Tim Hogan, representing Mohave County resident Denise Bensusan, said they might have been more sympathetic to Hualapai Solar's request for groundwater if the company had produced any statistics on how much of a burden the cost of using dry-cooling technology would be on the plant. But the company had simply repeated over and over again that dry- or hybrid-cooling would be too inefficient and cost too much to install.

"The company basically dismissed dry- or hybrid-cooling," he said. "Now they're saying it's too late to go back. This was never about cost. They just didn't want to do it."

"This is not where the Southwest is heading. All the other states in the Southwest are going dry-cooled. The market will take care of itself," Hogan said.

Campbell pointed to a report from the U.S. Department of Energy saying that the conditions in the report were similar to the ones present in Mohave County. The report showed that dry-cooling in desert areas was inefficient and costly. He also pointed to a concentrated solar plant using wet-cooled technology that was recently approved in California.

Mayes pointed out that that would probably be the last wet-cooled plant in California and the majority of states surrounding Arizona were moving toward dry-cooling. She didn't think there needed to be a statewide ban on using groundwater for solar plants, but the water situation in Mohave County was different from other areas.

"Why should Arizona rate-payers, taxpayers and residents have to sell their water to Nevada?" she asked

"It's well worth that amount of water for the benefit the state and Mohave County will get," Campbell said. The company needed to use groundwater until the amount of effluent supplied by Kingman could reach the plant's needs.

What would happen if the projected growth didn't happen? Mayes asked.

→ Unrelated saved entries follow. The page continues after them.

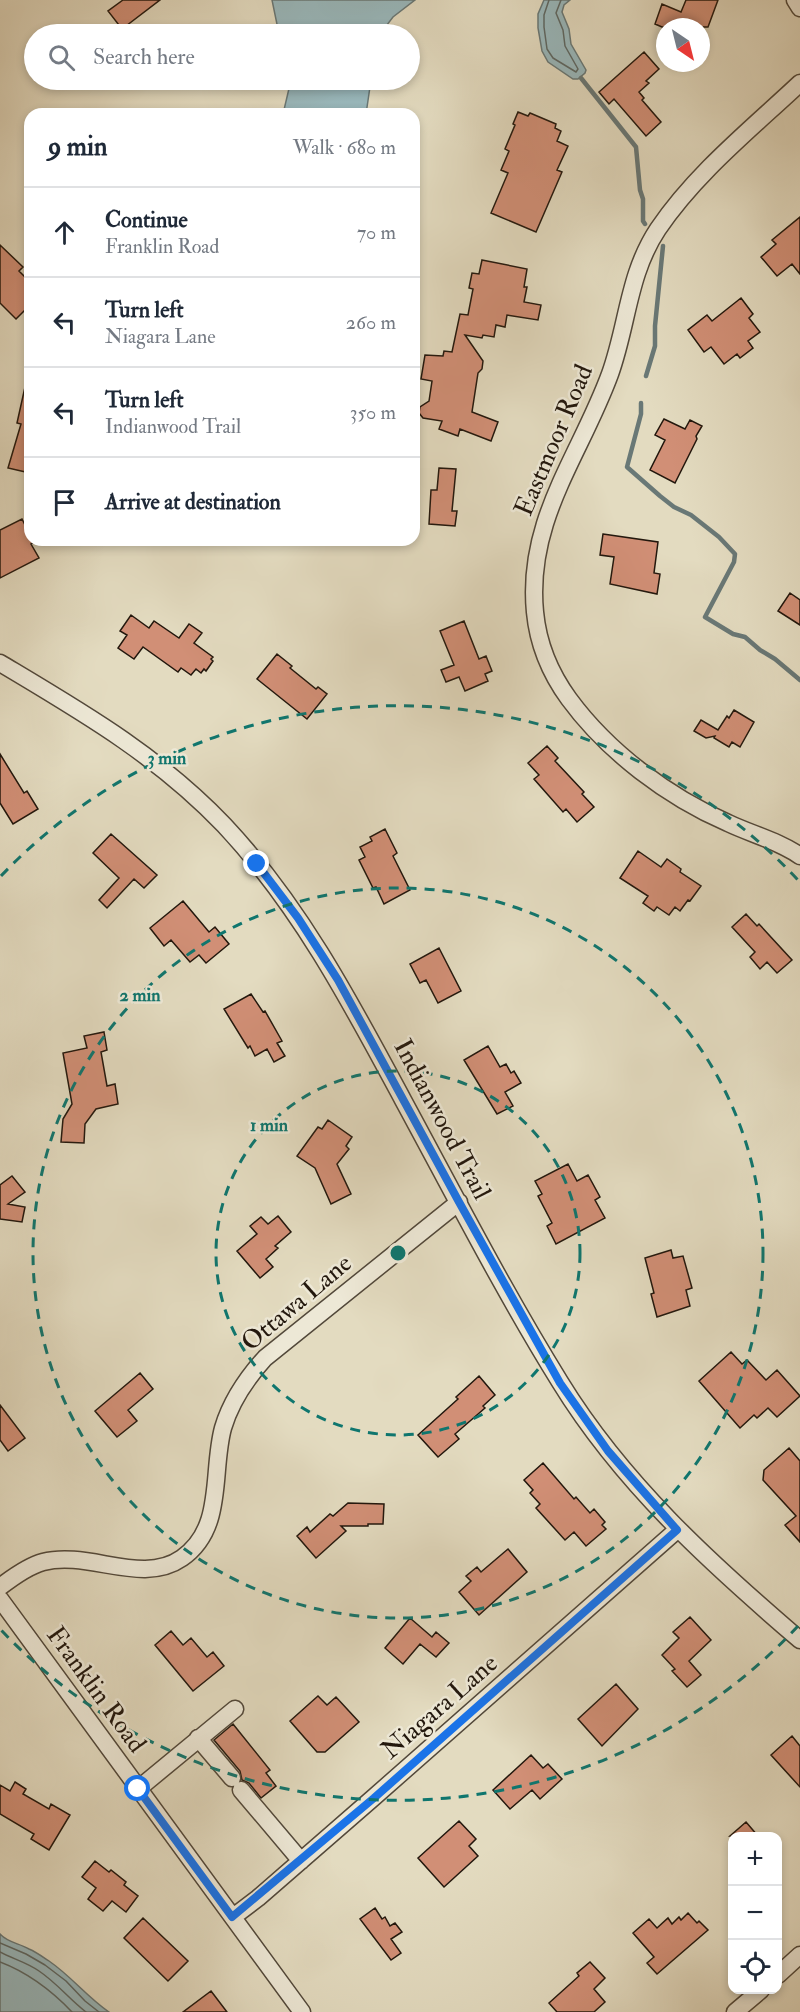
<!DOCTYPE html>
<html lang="en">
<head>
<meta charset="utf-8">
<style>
  body { margin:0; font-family:"IM FELL Double Pica",serif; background:#f6f6f7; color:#1f2937 }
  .controls { position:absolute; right:18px; bottom:18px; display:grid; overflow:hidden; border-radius:12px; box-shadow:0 3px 9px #0003 }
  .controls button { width:54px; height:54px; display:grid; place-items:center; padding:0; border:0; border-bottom:2px solid #e0e1e3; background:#fff; color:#1f2937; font:30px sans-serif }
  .compass { position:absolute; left:656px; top:18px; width:54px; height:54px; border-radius:50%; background:#fff; box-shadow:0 3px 9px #0003; rotate:145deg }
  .stop { position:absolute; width:18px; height:18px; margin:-14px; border:4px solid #1a73e8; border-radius:50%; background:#fff }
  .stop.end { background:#1a73e8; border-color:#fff; box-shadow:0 2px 6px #0008 }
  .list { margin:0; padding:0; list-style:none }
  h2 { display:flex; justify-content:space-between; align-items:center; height:78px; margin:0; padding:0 24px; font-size:26px }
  h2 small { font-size:20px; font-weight:400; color:#747a83 }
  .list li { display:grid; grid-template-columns:39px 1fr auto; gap:18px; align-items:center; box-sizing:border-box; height:90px; padding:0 24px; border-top:2px solid #e0e1e3 }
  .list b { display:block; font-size:22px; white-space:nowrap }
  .list p { margin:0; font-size:20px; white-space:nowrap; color:#747a83 }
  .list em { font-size:20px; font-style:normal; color:#747a83 }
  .icon { flex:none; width:33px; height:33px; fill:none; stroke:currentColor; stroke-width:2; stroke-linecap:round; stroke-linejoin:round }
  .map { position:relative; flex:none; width:800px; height:2012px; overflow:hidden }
  .search { position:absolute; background:#fff; box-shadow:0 3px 9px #0003; left:24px; top:24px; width:396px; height:66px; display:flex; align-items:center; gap:15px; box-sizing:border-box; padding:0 21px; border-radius:33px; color:#747a83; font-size:22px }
  .panel { position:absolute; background:#fff; box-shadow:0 3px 9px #0003; left:24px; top:108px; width:396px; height:438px; border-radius:18px }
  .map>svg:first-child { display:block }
  .water { fill:#99b8bc; stroke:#697876; stroke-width:1.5 }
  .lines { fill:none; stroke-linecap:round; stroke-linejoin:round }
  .shore { stroke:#5e6864; stroke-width:1.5 }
  .stream { stroke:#697876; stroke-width:4.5 }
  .building { fill:#d18f76; stroke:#22170d; stroke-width:1.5 }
  .minor-casing { stroke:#52483a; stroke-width:19 }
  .minor { stroke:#ede8d6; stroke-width:16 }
  .route { stroke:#1a73e8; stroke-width:8 }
  .ring { fill:none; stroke:#0f766e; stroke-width:3; stroke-dasharray:10 8 }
  .labels { text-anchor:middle; stroke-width:5; stroke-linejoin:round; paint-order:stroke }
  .street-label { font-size:26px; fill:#22170d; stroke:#ede8d6 }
  .centre { fill:#0f766e; stroke:#ede8d6; stroke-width:3 }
  .ring-label { font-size:18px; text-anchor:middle; font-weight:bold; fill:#0f766e; stroke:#ede8d6; stroke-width:5; stroke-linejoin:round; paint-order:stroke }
</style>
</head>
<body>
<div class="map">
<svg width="800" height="2012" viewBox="0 0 800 2012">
  <rect width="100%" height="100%" fill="#e3dbc0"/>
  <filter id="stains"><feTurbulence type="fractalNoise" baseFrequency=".00333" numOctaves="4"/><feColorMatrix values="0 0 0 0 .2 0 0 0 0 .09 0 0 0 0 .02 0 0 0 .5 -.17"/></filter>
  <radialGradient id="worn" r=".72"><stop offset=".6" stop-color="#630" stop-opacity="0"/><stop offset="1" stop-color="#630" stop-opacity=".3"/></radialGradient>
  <!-- water -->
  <path class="water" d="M 272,0 L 415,0 L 393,17 L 380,34 L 279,34 Z
    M 544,0 L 570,0 L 564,5 L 562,12 L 569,29 L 571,44 L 586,70 L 585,73 L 578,79 L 573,79 L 548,62 L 542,51 L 538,28 L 538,14 Z
    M 291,80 L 371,80 L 366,114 L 283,114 Z
    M 0,1934 C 8,1943 19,1943 29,1949 C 36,1952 43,1957 49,1961 C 71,1976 87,1997 109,2012 L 0,2012 Z"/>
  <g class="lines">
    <!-- shore -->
    <path class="shore" d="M 549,0 L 544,15 L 544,27 L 547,49 L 553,58 L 576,72 L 578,69 L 565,46 L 563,30 L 556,13 L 561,0
      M 0,1943 L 26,1954 L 45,1965 L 66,1981 L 85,2001 L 99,2012
      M 0,1952 C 13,1959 26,1962 39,1971 C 57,1983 69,1999 86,2012
      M 0,1962 C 29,1973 51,1990 72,2012"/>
    <!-- stream -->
    <path class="stream" d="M 581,78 L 636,147 L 640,190 L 643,199 L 643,221 L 645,224
      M 646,376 L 655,346 L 655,326 L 663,246
      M 641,403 L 641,414 L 627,467 L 660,496 L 674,507 L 691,515 L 719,537 L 735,554 L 734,562 L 705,617 L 733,634 L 745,637 L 760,650 L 775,659 L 800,680"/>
  </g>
  <!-- building -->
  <path class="building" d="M 123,0 L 160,0 L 122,29 L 108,11 Z
    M 686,0 L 718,0 L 708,27 L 662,27 L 655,24 L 662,4 L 681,12 Z
    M 644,52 L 659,69 L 646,81 L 649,83 L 639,92 L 644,98 L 642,100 L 661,122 L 646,136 L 614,99 L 609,104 L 599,92 Z
    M 518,112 L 528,116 L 530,113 L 556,124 L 555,128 L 561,131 L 557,141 L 568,146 L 557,170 L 562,172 L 536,232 L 491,213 L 508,173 L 501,170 L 509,151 L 505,149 L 515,125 L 513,124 Z
    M 800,217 L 800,274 L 792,264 L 777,276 L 761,257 L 776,244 L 772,240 Z
    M 0,245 L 23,267 L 19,271 L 30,282 L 30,305 L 16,319 L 0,303 Z
    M 482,260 L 527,269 L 524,287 L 527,287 L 524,302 L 541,305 L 538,320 L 507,315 L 505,327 L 496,325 L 494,337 L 483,335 L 482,338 L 465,335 L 483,361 L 482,369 L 478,373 L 472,412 L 498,422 L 491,441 L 460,429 L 458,436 L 439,429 L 442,421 L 423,418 L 419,413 L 420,407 L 429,401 L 432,381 L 421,379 L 425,355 L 443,356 L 444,351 L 452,352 L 460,314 L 468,315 L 473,289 L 469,288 L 472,273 L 479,274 Z
    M 741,298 L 753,314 L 749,318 L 760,332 L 748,341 L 753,348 L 740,358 L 737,354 L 724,364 L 711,347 L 704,352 L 688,330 L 707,315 L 712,321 Z
    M 25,387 L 30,387 L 30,473 L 8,468 L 21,424 L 17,423 Z
    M 664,419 L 685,429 L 690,420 L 702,426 L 696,436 L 697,439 L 675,483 L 650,470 L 665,440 L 655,435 Z
    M 439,468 L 456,469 L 452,511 L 457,511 L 455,526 L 429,524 L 431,490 L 437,490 Z
    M 22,519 L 30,535 L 30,540 L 34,542 L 31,544 L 39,558 L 0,578 L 0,530 Z
    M 603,534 L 658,542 L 654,573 L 660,574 L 657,594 L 610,584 L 614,557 L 600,555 Z
    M 790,593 L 800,600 L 800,625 L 778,611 Z
    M 131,615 L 149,628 L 154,621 L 179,638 L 189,624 L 202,633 L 194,643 L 213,657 L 211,659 L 213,661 L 206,671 L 204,669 L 201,673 L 196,669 L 191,675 L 181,668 L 178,672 L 143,647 L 134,659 L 118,648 L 127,635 L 120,631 Z
    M 464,621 L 479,659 L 486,656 L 492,671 L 485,674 L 488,681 L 465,691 L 459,677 L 446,682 L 441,670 L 454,665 L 440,631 Z
    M 277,654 L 292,666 L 290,668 L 316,689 L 318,687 L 327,694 L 307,719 L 257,679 Z
    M 734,710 L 754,722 L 740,747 L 732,742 L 729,747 L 714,738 L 715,736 L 706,738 L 694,731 L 701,720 L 718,730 L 727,716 L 729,718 Z
    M 547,746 L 558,758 L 555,761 L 584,792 L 582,794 L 594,807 L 577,822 L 566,809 L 563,812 L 534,779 L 539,775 L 528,763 Z
    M 0,754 L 24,793 L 27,791 L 38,809 L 13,824 L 0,803 Z
    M 385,829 L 397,853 L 393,856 L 410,890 L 384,904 L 376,887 L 373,888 L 359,860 L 365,857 L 360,847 L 372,841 L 370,837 Z
    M 111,834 L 157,875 L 144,888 L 134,879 L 107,908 L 99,900 L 119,878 L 93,853 Z
    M 638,851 L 661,867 L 667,859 L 681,869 L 680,872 L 701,886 L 690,901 L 688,900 L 680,911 L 675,907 L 669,915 L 657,907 L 654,911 L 643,903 L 648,896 L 620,878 Z
    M 183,901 L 209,932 L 215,927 L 229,944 L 206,963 L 199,955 L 190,962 L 171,940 L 164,946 L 150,928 Z
    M 746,914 L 757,926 L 759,924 L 792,960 L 777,973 L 767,962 L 760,969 L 750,957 L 755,952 L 732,927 Z
    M 439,948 L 461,991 L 438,1003 L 426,980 L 420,983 L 410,964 Z
    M 251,994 L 263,1012 L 265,1011 L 282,1041 L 277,1043 L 285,1056 L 274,1062 L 267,1049 L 255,1056 L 250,1046 L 248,1048 L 224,1009 Z
    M 104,1032 L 107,1050 L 101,1052 L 107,1086 L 115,1084 L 118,1104 L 96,1109 L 85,1124 L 84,1143 L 61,1142 L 63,1119 L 72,1104 L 63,1053 L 87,1048 L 84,1036 Z
    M 488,1046 L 500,1067 L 506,1064 L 511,1073 L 514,1071 L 521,1083 L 505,1092 L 513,1106 L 497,1114 L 464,1060 Z
    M 328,1120 L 352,1137 L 346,1146 L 349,1149 L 337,1164 L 351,1194 L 331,1204 L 315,1168 L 297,1156 L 318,1127 L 322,1129 Z
    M 568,1164 L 577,1181 L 588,1175 L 600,1197 L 595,1200 L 605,1218 L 556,1244 L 547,1226 L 552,1223 L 538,1196 L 542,1194 L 535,1181 Z
    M 12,1176 L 25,1192 L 8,1204 L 25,1207 L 22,1222 L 0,1219 L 0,1185 Z
    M 278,1216 L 291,1232 L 275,1246 L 278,1248 L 266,1259 L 273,1267 L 260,1278 L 237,1251 L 257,1234 L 250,1226 L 261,1217 L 268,1224 Z
    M 671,1250 L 673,1258 L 683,1256 L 692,1288 L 686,1290 L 690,1306 L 657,1317 L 651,1294 L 654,1293 L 645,1258 Z
    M 731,1352 L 742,1364 L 747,1360 L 766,1380 L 777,1370 L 800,1396 L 777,1417 L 768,1408 L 757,1418 L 754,1415 L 740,1428 L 699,1381 Z
    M 140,1373 L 153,1389 L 128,1410 L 137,1421 L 117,1437 L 95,1411 Z
    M 479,1376 L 495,1395 L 483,1406 L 485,1408 L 455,1434 L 459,1439 L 438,1457 L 418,1435 L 458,1399 L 456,1397 Z
    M 0,1405 L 25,1438 L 8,1451 L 0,1440 Z
    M 789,1448 L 800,1461 L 800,1542 L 785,1525 L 796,1516 L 763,1480 L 764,1470 Z
    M 543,1463 L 574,1499 L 576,1497 L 590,1513 L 594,1509 L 605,1522 L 602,1525 L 606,1529 L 586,1546 L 574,1532 L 565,1540 L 536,1508 L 540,1504 L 530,1493 L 533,1490 L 524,1480 Z
    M 348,1503 L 384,1504 L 383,1524 L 368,1524 L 368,1526 L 341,1526 L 346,1531 L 316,1558 L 297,1536 L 307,1527 L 310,1532 L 330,1514 L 333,1516 Z
    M 508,1549 L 527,1572 L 479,1615 L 459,1592 L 471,1581 L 466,1576 L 477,1567 L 481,1572 Z
    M 690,1617 L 711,1640 L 689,1661 L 701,1675 L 687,1687 L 672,1671 L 675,1669 L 662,1655 L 679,1638 L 673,1632 Z
    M 410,1618 L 432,1637 L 436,1632 L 449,1643 L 436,1657 L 420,1644 L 403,1664 L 385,1648 Z
    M 171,1631 L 183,1645 L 191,1638 L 207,1657 L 213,1652 L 224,1666 L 193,1691 L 155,1645 Z
    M 616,1684 L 638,1709 L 602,1746 L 578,1719 Z
    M 318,1696 L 327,1705 L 336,1697 L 359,1722 L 325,1752 L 317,1752 L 290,1721 Z
    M 233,1724 L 270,1770 L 266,1773 L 276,1786 L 261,1798 L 249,1783 L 242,1780 L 240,1771 L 214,1740 Z
    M 792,1736 L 800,1746 L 800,1787 L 771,1755 Z
    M 531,1755 L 543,1768 L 548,1764 L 562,1779 L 540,1799 L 532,1790 L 510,1809 L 493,1790 Z
    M 15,1782 L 26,1789 L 23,1794 L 49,1809 L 51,1804 L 70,1815 L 49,1850 L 31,1839 L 34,1834 L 0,1814 L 0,1785 L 10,1791 Z
    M 459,1821 L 476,1839 L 469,1846 L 478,1856 L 444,1887 L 418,1858 Z
    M 746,1822 L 758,1836 L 730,1836 Z
    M 95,1861 L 109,1872 L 111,1870 L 126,1882 L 124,1885 L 138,1896 L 126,1912 L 112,1901 L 103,1911 L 88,1899 L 96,1888 L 82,1877 Z
    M 375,1908 L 382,1919 L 385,1917 L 390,1926 L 395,1923 L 402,1932 L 391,1939 L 401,1953 L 391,1960 L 360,1919 Z
    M 688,1913 L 697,1923 L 699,1921 L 708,1930 L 657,1974 L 647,1963 L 654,1957 L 633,1933 L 649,1919 L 657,1928 L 668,1918 L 672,1924 L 679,1917 L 681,1920 Z
    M 143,1918 L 188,1961 L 168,1981 L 124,1938 Z
    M 590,1962 L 605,1978 L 594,1989 L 605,2002 L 594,2012 L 557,2012 L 549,2003 L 579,1976 L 577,1973 Z
    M 211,1991 L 227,2012 L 183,2012 Z"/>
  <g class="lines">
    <defs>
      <path id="minor" d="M 795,0 L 800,8
        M 800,83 C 751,129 696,173 658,229 C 628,274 628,324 610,374 C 580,456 526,520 535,612 C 538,644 550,673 569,699 C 608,752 668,797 728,823 C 751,834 779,841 800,856
        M 0,663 C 82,712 157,755 224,825 C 300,906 351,1003 403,1100 C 454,1194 503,1290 560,1382 C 622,1483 710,1563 800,1640
        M 0,1587 C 13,1577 28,1566 43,1562 C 89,1550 142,1586 182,1558 C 225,1528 211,1472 223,1428 C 231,1401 246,1379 265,1358 L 459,1202
        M 0,1599 L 302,2012
        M 198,1738 L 232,1778
        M 138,1789 L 235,1709
        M 241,1790 L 301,1861
        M 233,1917 L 258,1898 L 373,1798 L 677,1530
        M 778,1975 L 800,1955
        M 735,2012 L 761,1990"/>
    </defs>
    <!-- minor casing -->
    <use href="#minor" class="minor-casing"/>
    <!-- minor -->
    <use href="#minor" class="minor"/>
  </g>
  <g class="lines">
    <!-- route -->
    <path class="route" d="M 138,1789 L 232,1917 L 374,1798 L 677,1530 L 608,1451 L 560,1383 L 459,1202 L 338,980 L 298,918 L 257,864"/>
  </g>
  <!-- distance rings -->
  <g class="ring">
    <circle cx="398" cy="1253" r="182"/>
    <circle cx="398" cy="1253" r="365"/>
    <path d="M798 1626A547 547 0 0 1 1 1630M1 876A547 547 0 0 1 798 880"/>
  </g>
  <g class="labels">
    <!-- street labels -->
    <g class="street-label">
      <text transform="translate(553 440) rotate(-67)" y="9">Eastmoor Road</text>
      <text transform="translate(443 1119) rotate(62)" y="9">Indianwood Trail</text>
      <text transform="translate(296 1302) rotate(-40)" y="9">Ottawa Lane</text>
      <text transform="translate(97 1689) rotate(54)" y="9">Franklin Road</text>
      <text transform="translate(439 1706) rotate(-41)" y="9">Niagara Lane</text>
    </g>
  </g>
  <circle cx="398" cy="1253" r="9" class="centre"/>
  <g class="ring-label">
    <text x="167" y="764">3 min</text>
    <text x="140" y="1001">2 min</text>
    <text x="269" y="1131">1 min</text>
  </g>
  <rect width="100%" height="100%" filter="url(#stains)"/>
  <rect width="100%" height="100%" fill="url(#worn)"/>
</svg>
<div class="controls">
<button>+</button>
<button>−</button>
<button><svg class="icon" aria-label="locate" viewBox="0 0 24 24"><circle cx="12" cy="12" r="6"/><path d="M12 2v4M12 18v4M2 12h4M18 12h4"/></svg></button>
</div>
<svg class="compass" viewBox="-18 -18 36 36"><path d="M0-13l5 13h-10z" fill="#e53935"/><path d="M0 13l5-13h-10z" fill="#747a83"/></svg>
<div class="stop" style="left:138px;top:1789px"></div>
<div class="stop end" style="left:257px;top:864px"></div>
<div class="search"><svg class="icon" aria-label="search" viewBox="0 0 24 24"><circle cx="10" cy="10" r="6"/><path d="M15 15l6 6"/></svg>Search here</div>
<section class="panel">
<h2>9 min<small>Walk · 680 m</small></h2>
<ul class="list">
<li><svg class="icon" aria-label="ahead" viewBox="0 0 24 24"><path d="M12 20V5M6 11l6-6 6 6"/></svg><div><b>Continue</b><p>Franklin Road</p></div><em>70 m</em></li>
<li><svg class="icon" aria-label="left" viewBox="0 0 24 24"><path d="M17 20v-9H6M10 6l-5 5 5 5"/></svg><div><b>Turn left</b><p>Niagara Lane</p></div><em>260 m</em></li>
<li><svg class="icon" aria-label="left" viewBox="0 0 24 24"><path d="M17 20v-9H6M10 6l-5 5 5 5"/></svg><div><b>Turn left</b><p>Indianwood Trail</p></div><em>350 m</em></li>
<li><svg class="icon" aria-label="arrive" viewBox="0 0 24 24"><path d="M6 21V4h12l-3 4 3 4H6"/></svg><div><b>Arrive at destination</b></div></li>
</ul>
</section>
</div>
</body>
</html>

It's hard to believe that Kingman wouldn't grow or that people wouldn't switch to sewer from septic tanks, Campbell said. The company was willing to put a cap on the amount of groundwater it would use until Kingman could provide enough effluent.

An amendment to the certificate that would cap the water was proposed but failed.

However, Mayes' amendment to prohibit the use of groundwater and to require Hualapai solar to use effluent and dry-cooling passed by a 4 to 1 vote.